Через минуту он остановился под люстрой, скрестив руки на груди, уставился на Леднева.
– Первый раз вижу такого идиота, – Виноградов затряс головой. – Сколько живу, не предполагал, что подобное может существовать в природе. Ему дают зеленый свет – только снимай. И главное, деньги есть. Именитые режиссеры, не могут доснять ленту, да их весь киношный мир знает, так вот, они не могут довести до конца работу, потому что этого не хватает, – он потер друг о друга большой и указательный пальцы. – А этот… Да если кто узнает об этом, тебя всю оставшуюся жизнь будут принимать за сумасшедшего. Тебя все считали везунчиком, а теперь станут пальцем тыкать: видите сумасшедшего?
Леднев кивнул, в компании Виноградова он всегда быстро утомлялся.
– Вот что мне интересно, если ты не собираешься делать этот фильм, как же Надя? – не отставал Виноградов. – Как же она? Ты наобещал ей семь бочек, по всей Москве раззвонил о своей находке, о будущей её роли и всякое такое, а теперь задний ход даешь.
Леднев встал, открыл пошире балконную дверь, выгоняя застоявшийся табачный дым и скверный тошнотворно-сладкий запах одеколона, которым пользовался Виноградов.
– Извини, мне надо собираться. А Надежда… Понимаешь, этой ролью она не сделает себе имени.
– Хорошо. Я ухожу.
– Ладно, ступай.
Виноградов уже вышел в прихожую, открыл замок и потянул дверь на себя.

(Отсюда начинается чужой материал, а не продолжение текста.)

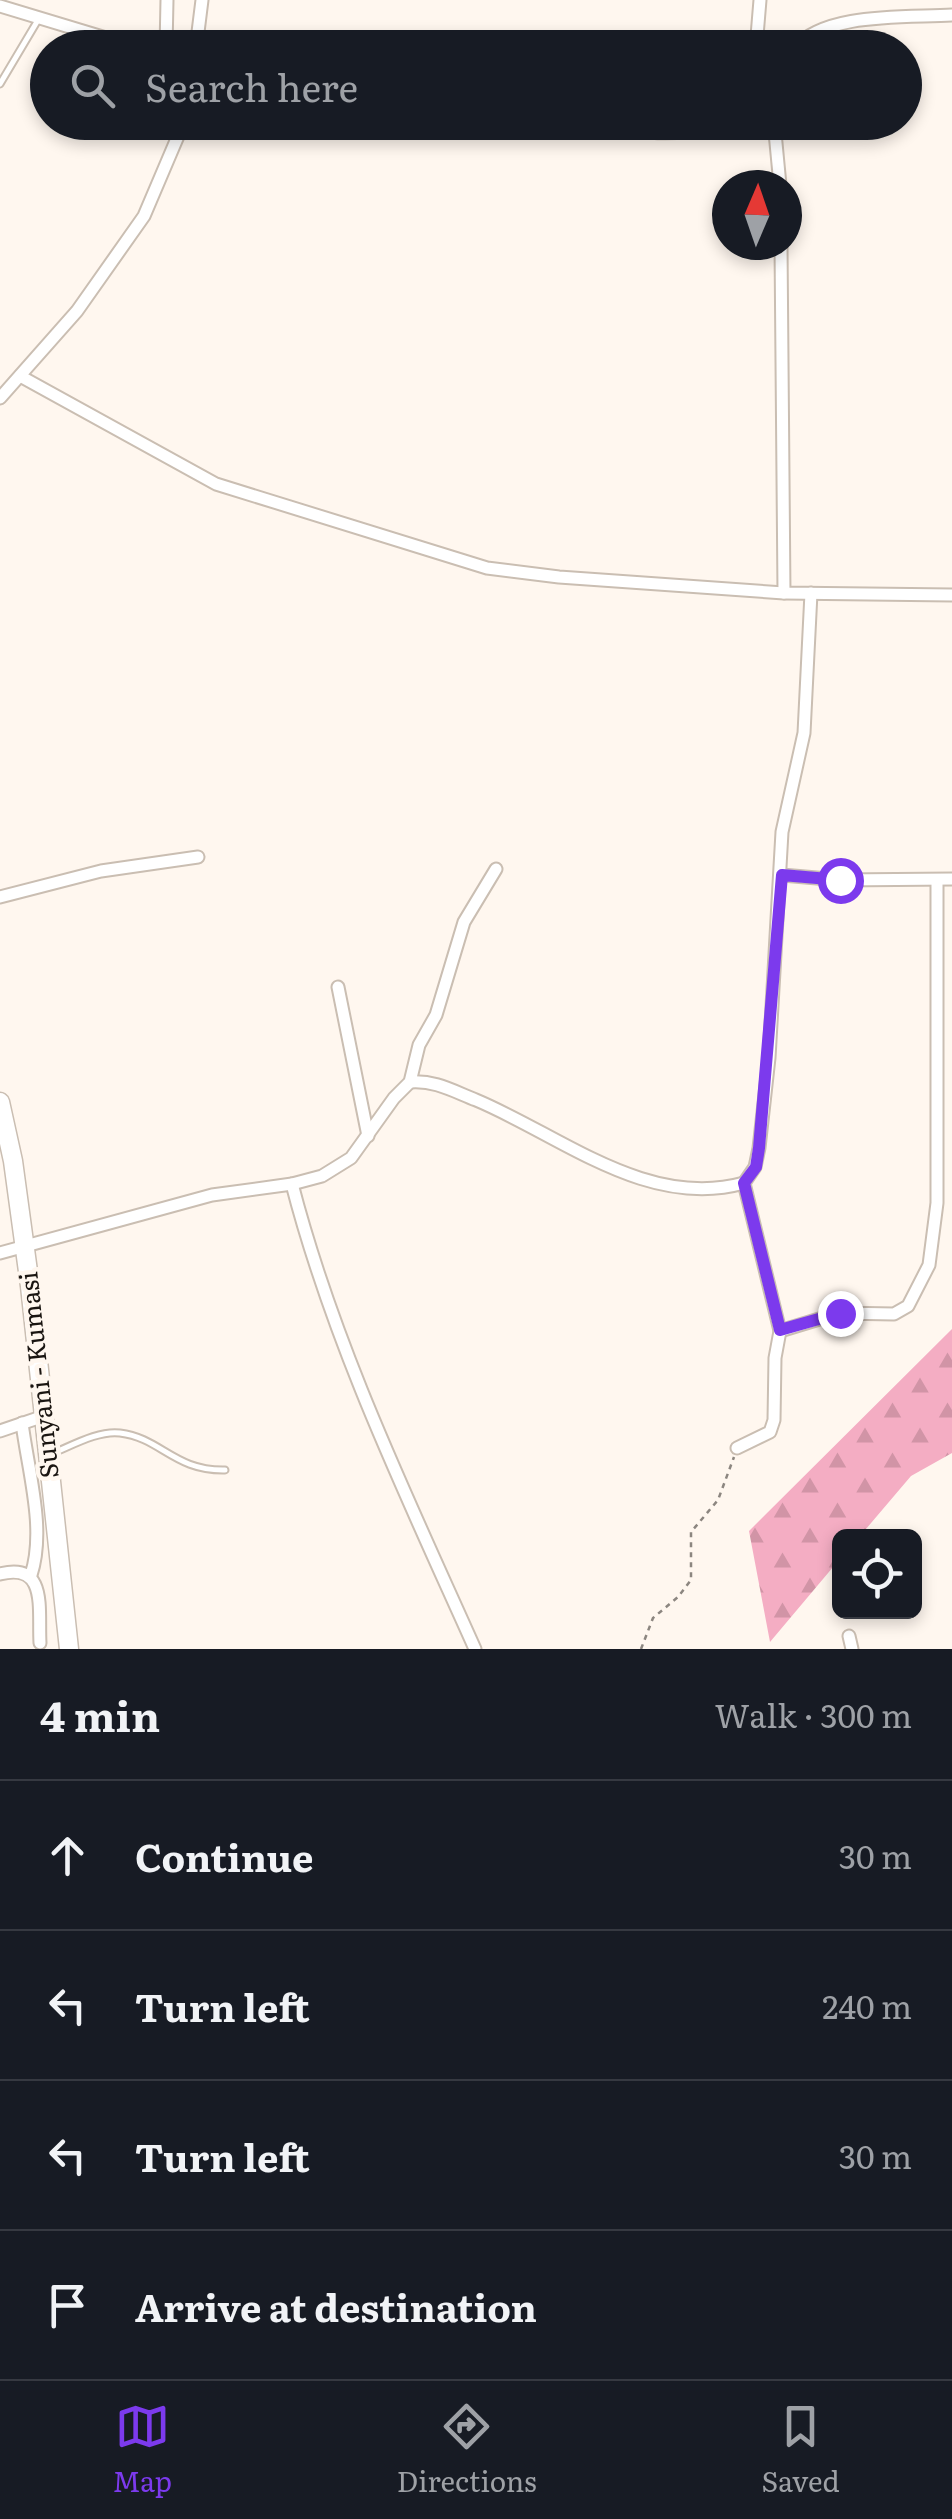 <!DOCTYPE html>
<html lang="en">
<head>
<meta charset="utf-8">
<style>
  body { margin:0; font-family:Literata,serif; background:#242831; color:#f1f3f6 }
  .controls { position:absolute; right:30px; bottom:30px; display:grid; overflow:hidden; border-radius:15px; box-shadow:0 5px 15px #0003 }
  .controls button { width:90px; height:90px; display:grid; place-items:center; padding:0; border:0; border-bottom:2px solid #363941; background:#171b24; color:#f1f3f6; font:50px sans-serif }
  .compass { position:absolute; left:712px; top:170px; width:90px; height:90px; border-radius:50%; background:#171b24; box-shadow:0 5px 15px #0003; rotate:2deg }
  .stop { position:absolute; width:30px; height:30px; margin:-22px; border:8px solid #7c3aed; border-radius:50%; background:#fff }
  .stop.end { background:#7c3aed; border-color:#fff; box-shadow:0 2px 10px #0008 }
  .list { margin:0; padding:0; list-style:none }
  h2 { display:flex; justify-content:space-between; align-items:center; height:130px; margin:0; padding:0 40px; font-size:42px }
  h2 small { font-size:32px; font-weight:400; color:#9ea1a6 }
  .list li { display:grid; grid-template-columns:65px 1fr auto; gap:30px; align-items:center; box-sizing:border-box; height:150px; padding:0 40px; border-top:2px solid #363941 }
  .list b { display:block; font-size:38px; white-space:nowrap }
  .list em { font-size:32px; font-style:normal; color:#9ea1a6 }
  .icon { flex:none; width:55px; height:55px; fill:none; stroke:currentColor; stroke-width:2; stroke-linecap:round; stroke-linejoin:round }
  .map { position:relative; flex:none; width:952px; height:1649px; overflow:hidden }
  .search { position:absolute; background:#171b24; box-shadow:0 5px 15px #0003; left:30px; right:30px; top:30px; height:110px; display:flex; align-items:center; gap:25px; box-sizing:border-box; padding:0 35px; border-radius:55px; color:#9ea1a6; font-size:38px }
  .sheet { height:730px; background:#171b24 }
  nav { display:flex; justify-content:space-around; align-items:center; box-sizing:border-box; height:140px; border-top:2px solid #363941; background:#171b24; font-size:28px; color:#9ea1a6 }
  nav a { display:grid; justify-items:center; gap:5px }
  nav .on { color:#7c3aed }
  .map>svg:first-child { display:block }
</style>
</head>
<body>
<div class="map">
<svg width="952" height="1649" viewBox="0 0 952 1649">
  <defs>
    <pattern id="forest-firs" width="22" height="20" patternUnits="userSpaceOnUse" patternTransform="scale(2.5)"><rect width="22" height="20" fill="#f4adc3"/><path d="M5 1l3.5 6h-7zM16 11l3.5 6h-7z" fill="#d194a6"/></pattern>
  </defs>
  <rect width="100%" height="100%" fill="#fff7ef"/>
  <!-- forest -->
  <path fill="url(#forest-firs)" d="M952,1329V1453L911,1476L860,1536H840L839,1560L770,1642L749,1531Z"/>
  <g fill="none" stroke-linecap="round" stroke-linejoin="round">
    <!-- lane casing -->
    <g stroke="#cabeb2" stroke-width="9">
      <g id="lane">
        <path d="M0,84L38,20"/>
        <path d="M51,1454C71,1446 99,1430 120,1433C161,1438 174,1471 225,1470"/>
      </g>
    </g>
    <!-- street casing -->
    <g stroke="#cabeb2" stroke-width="15">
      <g id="street">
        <path d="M0,6L139,48"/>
        <path d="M166,48L167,0"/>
        <path d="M196,48L202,0"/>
        <path d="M756,48L760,0"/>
        <path d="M795,48C825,12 907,18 952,15"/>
        <path d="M583,122C626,128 674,143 714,122"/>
        <path d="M774,122L780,185"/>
        <path d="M781,245L784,593"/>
        <path d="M20,376L216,484L487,568L559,577L784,593L952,595"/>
        <path d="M0,398L77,311L144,216L184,122"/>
        <path d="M782,875L840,880L952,879"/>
        <path d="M0,897L101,871L198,857"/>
        <path d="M338,987L368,1136"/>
        <path d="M410,1082C435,1080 453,1091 476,1100C560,1135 647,1210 744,1183L780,1331L775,1358L774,1420L770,1432L737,1448"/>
        <path d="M744,1183L755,1167L759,1148L769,1058L782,832L804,733L811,593"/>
        <path d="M292,1184C334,1346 407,1497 475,1649"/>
        <path d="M0,1253L212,1195L292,1184L322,1176L351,1158L394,1098L410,1082L419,1045L436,1015L464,922L496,869"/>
        <path d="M780,1331L839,1313L894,1314L908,1306L929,1265L937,1203V880"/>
        <path d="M22,1423C28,1471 46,1529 31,1575"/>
        <path d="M0,1431L44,1416"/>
        <path d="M0,1574C48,1562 38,1609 40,1643"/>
        <path d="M849,1636L852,1649"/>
      </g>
    </g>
    <!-- primary casing -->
    <g stroke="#cabeb2" stroke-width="21">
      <path id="primary" d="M0,1102L13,1161L30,1286L69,1649"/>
    </g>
    <!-- path -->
    <path stroke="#8c8680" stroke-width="2.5" stroke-dasharray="5 5" stroke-linecap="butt" d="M641,1649L653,1618L678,1597L691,1580V1532L718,1500L734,1457"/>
    <!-- lane -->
    <use href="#lane" stroke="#fff" stroke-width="5"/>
    <!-- street -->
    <use href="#street" stroke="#fff" stroke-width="11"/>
    <!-- primary -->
    <use href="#primary" stroke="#fff" stroke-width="18"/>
  </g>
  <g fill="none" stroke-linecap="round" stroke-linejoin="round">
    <!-- route -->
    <path stroke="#7c3aed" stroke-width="12" d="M840,1313L780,1330L744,1183L756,1167L759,1148L782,875L840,880"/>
  </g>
  <g text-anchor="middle" stroke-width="9" stroke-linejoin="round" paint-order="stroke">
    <!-- street labels -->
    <g font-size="25" fill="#1a1511" stroke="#fff7ef">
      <text transform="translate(39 1375) rotate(-96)" y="9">Sunyani - Kumasi</text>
    </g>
  </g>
</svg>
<div class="controls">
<button><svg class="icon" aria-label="locate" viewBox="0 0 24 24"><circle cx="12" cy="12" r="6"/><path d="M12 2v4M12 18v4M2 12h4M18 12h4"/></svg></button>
</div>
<svg class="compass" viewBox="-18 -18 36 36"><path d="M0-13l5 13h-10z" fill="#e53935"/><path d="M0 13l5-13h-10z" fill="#9ea1a6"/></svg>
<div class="stop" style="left:840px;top:880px"></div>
<div class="stop end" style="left:840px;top:1313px"></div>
<div class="search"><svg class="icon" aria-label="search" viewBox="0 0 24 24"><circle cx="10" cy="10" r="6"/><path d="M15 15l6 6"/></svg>Search here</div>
</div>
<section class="sheet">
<h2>4 min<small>Walk · 300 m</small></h2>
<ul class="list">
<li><svg class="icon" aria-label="ahead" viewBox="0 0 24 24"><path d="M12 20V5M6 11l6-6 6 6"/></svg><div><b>Continue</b></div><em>30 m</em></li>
<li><svg class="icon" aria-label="left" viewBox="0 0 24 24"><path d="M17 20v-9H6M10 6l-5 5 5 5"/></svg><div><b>Turn left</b></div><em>240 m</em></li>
<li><svg class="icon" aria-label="left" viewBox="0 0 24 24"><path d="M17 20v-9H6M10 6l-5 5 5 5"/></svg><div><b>Turn left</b></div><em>30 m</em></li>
<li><svg class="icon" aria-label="arrive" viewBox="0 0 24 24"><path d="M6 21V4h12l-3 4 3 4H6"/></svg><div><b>Arrive at destination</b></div></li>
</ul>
</section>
<nav>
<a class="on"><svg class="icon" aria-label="map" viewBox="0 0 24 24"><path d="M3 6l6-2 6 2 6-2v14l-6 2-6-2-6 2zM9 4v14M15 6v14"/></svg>Map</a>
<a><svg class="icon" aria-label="directions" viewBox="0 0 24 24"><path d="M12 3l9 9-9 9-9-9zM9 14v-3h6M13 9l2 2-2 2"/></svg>Directions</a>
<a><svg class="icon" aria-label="saved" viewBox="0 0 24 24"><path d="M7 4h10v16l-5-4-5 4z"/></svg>Saved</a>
</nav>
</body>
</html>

– Сказал бы я, Иван, кто ты есть после всего этого, – он переступил порог. – Когда-то, сегодня еще, ты был мне другом…
* * *
Петр Филиппович Чикин выглянул через кухонное окно своей квартиры во двор и зевнул. Тронутые первой предосенней желтизной деревья, темные клочковатые тучи на небе, сеющие мелкий дождь на асфальт, на прижавшиеся друг к другу автомобили внизу, у подъезда. Чикин открыл форточку, разгоняя остатки утренней дремоты, сделал несколько глубоких вдохов и потянулся. «Не осень ли наступила раньше времени?» – спросил себя Чикин. Наверняка сегодня в Москве возрастет число случаев суицидов. Для сведения счетов с жизнью самоубийцы выбирают ненастные дни. Да, в этом есть своя логика. В такую погоду жить не хочется, не то что работать, подумал Чикин, но тут же отогнал эту мысль. Дела в предстоящий воскресный день предстояли вовсе не обременительные, скорее приятные.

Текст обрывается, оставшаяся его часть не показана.